If you build a more advanced site based on post templates with eg, products and recipes using various nested blocks it can become quite a challenge to bring in template updates. At the moment the synchronizeBlocksWithTemplate simply iterates through the blocks and if it reaches one that doesn't match the template, it ignores it, creates a new block and moves on. This works well with changes but not when blocks have been added or removed since all subsequent blocks will be ignored.

Describe the solution you'd like

At minimum it would be nice to use a Longest Common Subsequence algorithm which would solve the case of removals and additions. Just to see how it would work I used jsondiffpatch. It probably doesn't make sense to pull in a whole library, so a LCS diff and patch method could be coded with Gutenberg in mind.

See https://benjamine.github.io/jsondiffpatch/demo/index.html?oxyc/dbe5c86f0a73dec7f5fc7f14219a5981 for an example diff

With changed, removed and added blocks solved it leaves the problem of moved blocks. Eg if a block becomes grouped or ungrouped it could potentially still understand that the block does exist. Not sure what sort of algorithm would work for this though...

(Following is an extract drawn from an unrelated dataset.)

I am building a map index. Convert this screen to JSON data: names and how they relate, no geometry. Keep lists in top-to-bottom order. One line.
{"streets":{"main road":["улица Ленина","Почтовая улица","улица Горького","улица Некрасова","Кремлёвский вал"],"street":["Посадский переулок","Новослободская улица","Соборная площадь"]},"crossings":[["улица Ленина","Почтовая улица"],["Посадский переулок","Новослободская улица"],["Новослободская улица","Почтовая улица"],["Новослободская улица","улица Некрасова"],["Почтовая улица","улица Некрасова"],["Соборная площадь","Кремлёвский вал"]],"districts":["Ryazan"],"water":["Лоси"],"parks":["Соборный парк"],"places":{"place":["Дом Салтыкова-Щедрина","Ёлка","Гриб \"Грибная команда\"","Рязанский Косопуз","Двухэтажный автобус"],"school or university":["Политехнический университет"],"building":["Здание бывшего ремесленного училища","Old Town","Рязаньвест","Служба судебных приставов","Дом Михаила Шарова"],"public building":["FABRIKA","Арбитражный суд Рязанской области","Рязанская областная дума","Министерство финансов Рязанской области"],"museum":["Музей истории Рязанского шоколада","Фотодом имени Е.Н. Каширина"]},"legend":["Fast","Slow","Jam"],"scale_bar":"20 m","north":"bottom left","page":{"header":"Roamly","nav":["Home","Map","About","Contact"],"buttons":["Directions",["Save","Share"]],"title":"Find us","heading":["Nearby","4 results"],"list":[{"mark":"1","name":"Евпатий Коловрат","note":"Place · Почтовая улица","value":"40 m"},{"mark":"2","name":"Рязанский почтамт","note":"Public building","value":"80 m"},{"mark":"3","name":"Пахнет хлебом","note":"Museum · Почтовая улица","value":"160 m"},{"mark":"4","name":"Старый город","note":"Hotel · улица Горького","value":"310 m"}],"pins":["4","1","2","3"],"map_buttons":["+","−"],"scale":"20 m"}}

See https://benjamine.github.io/jsondiffpatch/demo/index.html?oxyc/7cabc4ece3dcd15383d27d92db4d4fd0 for an example diff of this problem

Thoughts? Could this be reused with the block collaboration feature? There's been discussions regarding more granular template locking for attributes, should this take into account that attributes might need to be synced in the future (in which case a third party package might make more sense)?

oxyc commented 4 years ago

Tested using https://github.com/WordPress/gutenberg/pull/23129/files#diff-a34e93c7fc85c3df865777e90a6d4181 and fixes removal/additions unless it happens both above and below a block, but that's already an improvement.

dmsnell commented 4 years ago

@oxyc are you proposing adding a new view for someone who is updating their templates which would show the changes, as in your linked demo?

oxyc commented 4 years ago

No, I'm proposing a smarter sync algorithm between the content blocks and a template. See https://cloudup.com/cwYsGHzXH5i for a before and after of what a Longest Common Subsequence algorithm does in a demo branch.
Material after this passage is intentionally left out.